The following is a Plus Edition article written by and copyright by Dick Eastman.
I recently found a great online service that will appeal to anyone who wishes to simplify their financial record keeping. After all, who enjoys handling paperwork?
Bills and financial statements typically arrive in the mail, although many companies these days have "gone green" and offer the same documents electronically. I am a big fan of electronic delivery of all documents. I like to avoid paper. Instead, I prefer to save all documents on my disk's hard drive, along with plenty of backups for security purposes. Since I often spend months in my motor home without seeing the mailman, I find that deliveries of paper documents often are delayed by months. As a result, some paper documents become lost or perhaps were never delivered to me at all.
Another difficulty I run into is, how can I retrieve a year-old statement from an account I closed six months ago?
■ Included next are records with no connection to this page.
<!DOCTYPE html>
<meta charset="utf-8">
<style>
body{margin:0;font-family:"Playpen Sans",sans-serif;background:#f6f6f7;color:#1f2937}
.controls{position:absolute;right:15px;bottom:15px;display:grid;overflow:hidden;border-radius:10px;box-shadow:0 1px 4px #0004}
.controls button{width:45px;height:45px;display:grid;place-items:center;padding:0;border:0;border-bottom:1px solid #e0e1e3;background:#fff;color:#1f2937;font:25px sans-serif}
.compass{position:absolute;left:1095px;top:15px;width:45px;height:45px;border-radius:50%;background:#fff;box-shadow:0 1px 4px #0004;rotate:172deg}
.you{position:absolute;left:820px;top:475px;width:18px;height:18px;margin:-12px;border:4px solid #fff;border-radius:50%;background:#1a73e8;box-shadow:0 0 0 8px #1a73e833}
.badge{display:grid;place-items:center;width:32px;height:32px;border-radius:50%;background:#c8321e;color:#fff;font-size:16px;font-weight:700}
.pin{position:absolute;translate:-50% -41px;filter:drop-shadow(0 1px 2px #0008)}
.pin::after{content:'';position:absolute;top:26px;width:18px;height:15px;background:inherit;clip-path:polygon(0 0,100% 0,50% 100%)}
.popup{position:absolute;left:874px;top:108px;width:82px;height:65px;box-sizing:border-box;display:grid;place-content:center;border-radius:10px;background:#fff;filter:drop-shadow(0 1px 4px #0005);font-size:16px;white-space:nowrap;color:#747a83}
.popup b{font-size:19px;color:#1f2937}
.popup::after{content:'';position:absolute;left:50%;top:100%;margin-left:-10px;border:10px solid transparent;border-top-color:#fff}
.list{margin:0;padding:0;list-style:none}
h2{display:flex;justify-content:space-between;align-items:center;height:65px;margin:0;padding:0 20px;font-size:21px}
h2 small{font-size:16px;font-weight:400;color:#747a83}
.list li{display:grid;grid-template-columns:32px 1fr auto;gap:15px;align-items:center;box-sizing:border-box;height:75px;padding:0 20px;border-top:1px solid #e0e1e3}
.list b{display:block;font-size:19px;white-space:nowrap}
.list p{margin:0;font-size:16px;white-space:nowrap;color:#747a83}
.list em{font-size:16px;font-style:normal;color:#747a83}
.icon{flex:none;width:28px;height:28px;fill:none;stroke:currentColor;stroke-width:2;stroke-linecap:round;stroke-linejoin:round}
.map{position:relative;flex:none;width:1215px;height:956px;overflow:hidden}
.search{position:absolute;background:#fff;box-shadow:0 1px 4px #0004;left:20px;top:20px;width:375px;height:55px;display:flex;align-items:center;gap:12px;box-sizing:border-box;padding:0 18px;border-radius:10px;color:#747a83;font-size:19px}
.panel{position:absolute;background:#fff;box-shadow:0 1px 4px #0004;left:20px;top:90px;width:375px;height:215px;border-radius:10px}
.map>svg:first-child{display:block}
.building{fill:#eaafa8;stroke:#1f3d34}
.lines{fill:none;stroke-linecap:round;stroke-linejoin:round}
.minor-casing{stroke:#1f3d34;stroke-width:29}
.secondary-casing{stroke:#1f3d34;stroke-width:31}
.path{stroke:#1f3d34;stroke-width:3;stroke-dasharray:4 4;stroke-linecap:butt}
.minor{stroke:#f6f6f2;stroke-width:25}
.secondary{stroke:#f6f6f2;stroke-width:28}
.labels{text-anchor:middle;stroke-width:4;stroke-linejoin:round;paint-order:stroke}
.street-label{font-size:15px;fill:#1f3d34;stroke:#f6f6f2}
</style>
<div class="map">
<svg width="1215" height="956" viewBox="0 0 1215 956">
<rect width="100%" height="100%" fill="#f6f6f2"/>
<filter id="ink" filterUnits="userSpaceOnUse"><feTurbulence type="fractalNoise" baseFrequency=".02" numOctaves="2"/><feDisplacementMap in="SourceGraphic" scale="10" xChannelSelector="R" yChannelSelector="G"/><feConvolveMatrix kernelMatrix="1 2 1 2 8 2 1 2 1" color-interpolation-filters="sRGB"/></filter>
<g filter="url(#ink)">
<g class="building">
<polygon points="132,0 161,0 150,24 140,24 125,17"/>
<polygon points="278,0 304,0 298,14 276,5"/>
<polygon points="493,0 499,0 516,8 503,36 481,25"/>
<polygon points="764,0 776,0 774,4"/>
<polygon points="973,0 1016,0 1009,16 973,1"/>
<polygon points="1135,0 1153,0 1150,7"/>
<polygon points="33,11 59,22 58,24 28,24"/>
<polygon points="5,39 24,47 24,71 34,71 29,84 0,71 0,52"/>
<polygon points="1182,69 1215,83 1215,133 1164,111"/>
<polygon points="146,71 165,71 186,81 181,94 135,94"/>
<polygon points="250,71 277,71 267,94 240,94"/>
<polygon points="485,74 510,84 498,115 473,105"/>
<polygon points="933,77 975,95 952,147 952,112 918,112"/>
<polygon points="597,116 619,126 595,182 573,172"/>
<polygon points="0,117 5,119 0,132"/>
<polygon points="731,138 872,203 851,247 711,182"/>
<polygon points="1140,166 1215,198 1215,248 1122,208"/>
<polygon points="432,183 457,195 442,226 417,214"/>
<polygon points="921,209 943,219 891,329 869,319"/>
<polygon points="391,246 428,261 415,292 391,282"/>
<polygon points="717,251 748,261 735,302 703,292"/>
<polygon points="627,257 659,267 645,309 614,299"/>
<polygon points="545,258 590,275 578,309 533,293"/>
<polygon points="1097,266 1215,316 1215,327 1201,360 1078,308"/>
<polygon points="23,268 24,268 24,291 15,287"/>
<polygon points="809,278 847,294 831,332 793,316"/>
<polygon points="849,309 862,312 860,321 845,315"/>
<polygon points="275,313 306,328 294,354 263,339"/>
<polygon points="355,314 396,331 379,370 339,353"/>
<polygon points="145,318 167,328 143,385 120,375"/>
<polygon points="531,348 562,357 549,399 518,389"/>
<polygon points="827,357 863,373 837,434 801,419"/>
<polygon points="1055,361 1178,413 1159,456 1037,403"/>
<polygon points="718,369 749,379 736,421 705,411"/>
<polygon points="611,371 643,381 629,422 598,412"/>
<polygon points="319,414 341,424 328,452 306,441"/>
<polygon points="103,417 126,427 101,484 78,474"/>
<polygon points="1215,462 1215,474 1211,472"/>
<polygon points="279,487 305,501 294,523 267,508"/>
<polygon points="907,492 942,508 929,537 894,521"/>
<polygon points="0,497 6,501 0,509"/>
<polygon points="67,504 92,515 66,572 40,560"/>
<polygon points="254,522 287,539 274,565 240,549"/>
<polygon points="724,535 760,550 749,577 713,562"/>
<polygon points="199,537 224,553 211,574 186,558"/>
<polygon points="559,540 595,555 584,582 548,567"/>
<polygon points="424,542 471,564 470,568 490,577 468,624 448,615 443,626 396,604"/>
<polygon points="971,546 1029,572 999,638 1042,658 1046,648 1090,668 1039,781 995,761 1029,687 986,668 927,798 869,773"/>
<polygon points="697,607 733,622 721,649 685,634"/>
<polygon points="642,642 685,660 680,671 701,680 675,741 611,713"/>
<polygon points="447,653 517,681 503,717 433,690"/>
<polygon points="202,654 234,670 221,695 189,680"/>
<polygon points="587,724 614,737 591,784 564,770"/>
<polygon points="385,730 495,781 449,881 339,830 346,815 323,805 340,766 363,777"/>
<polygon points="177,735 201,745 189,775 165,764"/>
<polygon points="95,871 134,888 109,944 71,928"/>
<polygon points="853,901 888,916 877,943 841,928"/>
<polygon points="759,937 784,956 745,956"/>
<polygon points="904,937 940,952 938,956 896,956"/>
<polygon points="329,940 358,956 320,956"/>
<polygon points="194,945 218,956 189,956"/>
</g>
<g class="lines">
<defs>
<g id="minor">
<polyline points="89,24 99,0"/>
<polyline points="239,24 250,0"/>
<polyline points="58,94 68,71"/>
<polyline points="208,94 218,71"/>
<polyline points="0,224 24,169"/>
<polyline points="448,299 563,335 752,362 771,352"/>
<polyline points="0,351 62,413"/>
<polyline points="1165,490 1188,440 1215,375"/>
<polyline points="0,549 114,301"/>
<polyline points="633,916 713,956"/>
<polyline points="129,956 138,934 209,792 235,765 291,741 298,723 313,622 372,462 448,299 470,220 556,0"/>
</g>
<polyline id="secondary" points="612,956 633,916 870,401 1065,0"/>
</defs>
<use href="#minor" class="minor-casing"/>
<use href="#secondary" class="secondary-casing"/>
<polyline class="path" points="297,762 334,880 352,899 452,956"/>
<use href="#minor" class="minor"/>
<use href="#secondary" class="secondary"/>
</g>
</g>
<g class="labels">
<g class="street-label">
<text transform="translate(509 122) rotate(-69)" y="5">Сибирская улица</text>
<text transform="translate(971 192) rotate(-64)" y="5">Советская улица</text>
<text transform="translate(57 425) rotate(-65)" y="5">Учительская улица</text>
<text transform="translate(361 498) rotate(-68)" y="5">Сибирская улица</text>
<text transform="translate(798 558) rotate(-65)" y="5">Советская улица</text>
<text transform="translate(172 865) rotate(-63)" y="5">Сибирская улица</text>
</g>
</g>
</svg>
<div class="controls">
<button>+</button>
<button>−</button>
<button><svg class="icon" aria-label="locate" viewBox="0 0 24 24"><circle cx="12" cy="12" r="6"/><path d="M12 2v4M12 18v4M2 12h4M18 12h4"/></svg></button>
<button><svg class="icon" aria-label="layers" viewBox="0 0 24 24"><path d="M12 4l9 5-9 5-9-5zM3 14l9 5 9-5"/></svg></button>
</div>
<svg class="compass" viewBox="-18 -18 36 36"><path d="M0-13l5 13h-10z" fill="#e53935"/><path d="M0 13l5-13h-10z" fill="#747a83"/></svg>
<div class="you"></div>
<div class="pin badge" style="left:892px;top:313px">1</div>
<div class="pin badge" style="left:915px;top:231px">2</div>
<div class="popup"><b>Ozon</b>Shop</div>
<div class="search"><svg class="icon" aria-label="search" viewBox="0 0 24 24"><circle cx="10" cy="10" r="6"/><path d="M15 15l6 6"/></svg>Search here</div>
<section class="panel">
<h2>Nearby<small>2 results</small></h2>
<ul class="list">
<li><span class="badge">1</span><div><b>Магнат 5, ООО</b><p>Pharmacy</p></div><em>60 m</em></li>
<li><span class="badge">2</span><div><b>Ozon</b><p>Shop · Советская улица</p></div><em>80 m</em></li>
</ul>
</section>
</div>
One problem with electronic delivery is collecting and filing the documents. Many documents are sent in email. If so, the task is easy: save the attached files in an appropriate place on your hard drive. However, not everyone sends documents automatically. In some cases, I find that I have to remember to go fetch the documents manually by logging onto each company's web site individually and then retrieving the documents (if any) and then storing them appropriately. If I have twelve online accounts, I might have to manually log onto twelve different web sites to retrieve documents. Yeah, right, like I am going to do that every month!
A new online service now fetches almost all my documents for me automatically. Best of all, this service even files the documents in a manner that makes any document easy to find within seconds. That's true even if there are tens of thousands of documents filed on my hard drive.
This new online service collects and files monthly bank account statements, monthly credit card statements, cell phone bills, electric company bills, statements from stock brokerage accounts, cable television accounts, orders from Amazon.com, orders shipped by Wal-Mart (but not in-store transactions), insurance company bills, and more.
What I like best is that every statement retrieved is then stored in a folder within either Evernote or Dropbox, all with no effort on my part, other than a one-time effort to inform the service which accounts I want it to retrieve. I decided to use Evernote for storing my files. This way, when I wanted to check for a payment I made six months ago to my dentist, I simply entered his last name into Evernote and, within a second, every check and debit card payment I had ever made to that dentist was displayed in my checking account statements.
This thing should be a God-send at income tax time!